**TASK TO CARRY OUT**
Apart from the pictures, every record here must be copied word for word.

**Saved entries**
------------------------------

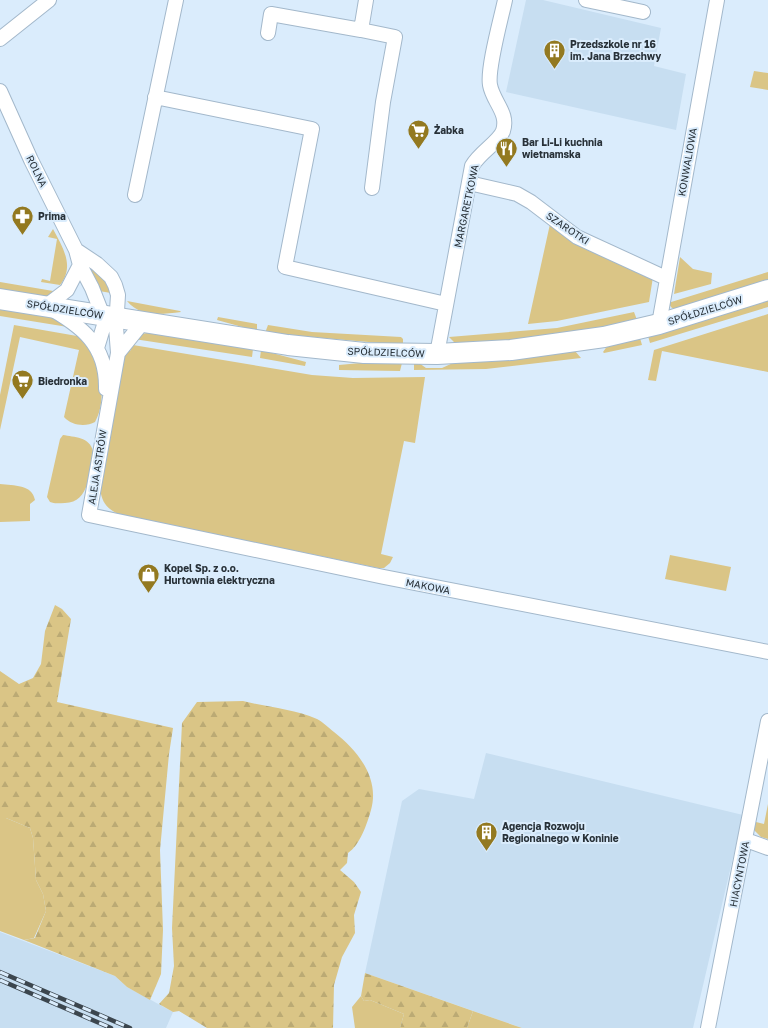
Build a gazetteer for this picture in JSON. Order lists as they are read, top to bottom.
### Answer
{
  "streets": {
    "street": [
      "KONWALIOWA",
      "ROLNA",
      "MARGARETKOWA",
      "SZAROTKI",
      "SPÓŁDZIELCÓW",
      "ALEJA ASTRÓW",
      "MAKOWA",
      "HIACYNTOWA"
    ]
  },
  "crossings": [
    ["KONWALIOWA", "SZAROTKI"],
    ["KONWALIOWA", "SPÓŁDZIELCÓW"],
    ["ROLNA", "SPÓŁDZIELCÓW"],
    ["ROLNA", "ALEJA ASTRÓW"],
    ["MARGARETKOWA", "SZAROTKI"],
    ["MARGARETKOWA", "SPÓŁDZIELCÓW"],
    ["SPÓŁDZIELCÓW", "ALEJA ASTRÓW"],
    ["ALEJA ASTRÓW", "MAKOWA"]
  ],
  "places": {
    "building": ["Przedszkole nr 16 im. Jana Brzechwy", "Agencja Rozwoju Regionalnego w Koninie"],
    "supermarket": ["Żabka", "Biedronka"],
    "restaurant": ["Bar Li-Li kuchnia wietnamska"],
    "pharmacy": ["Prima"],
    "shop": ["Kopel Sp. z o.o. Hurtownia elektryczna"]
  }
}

------------------------------

**EXERCISE SOLUTION**
Build a gazetteer for this picture in JSON. Order lists as they are read, top to bottom.
### Answer
{
  "streets": {
    "street": [
      "KONWALIOWA",
      "ROLNA",
      "MARGARETKOWA",
      "SZAROTKI",
      "SPÓŁDZIELCÓW",
      "ALEJA ASTRÓW",
      "MAKOWA",
      "HIACYNTOWA"
    ]
  },
  "crossings": [
    ["KONWALIOWA", "SZAROTKI"],
    ["KONWALIOWA", "SPÓŁDZIELCÓW"],
    ["ROLNA", "SPÓŁDZIELCÓW"],
    ["ROLNA", "ALEJA ASTRÓW"],
    ["MARGARETKOWA", "SZAROTKI"],
    ["MARGARETKOWA", "SPÓŁDZIELCÓW"],
    ["SPÓŁDZIELCÓW", "ALEJA ASTRÓW"],
    ["ALEJA ASTRÓW", "MAKOWA"]
  ],
  "places": {
    "building": ["Przedszkole nr 16 im. Jana Brzechwy", "Agencja Rozwoju Regionalnego w Koninie"],
    "supermarket": ["Żabka", "Biedronka"],
    "restaurant": ["Bar Li-Li kuchnia wietnamska"],
    "pharmacy": ["Prima"],
    "shop": ["Kopel Sp. z o.o. Hurtownia elektryczna"]
  }
}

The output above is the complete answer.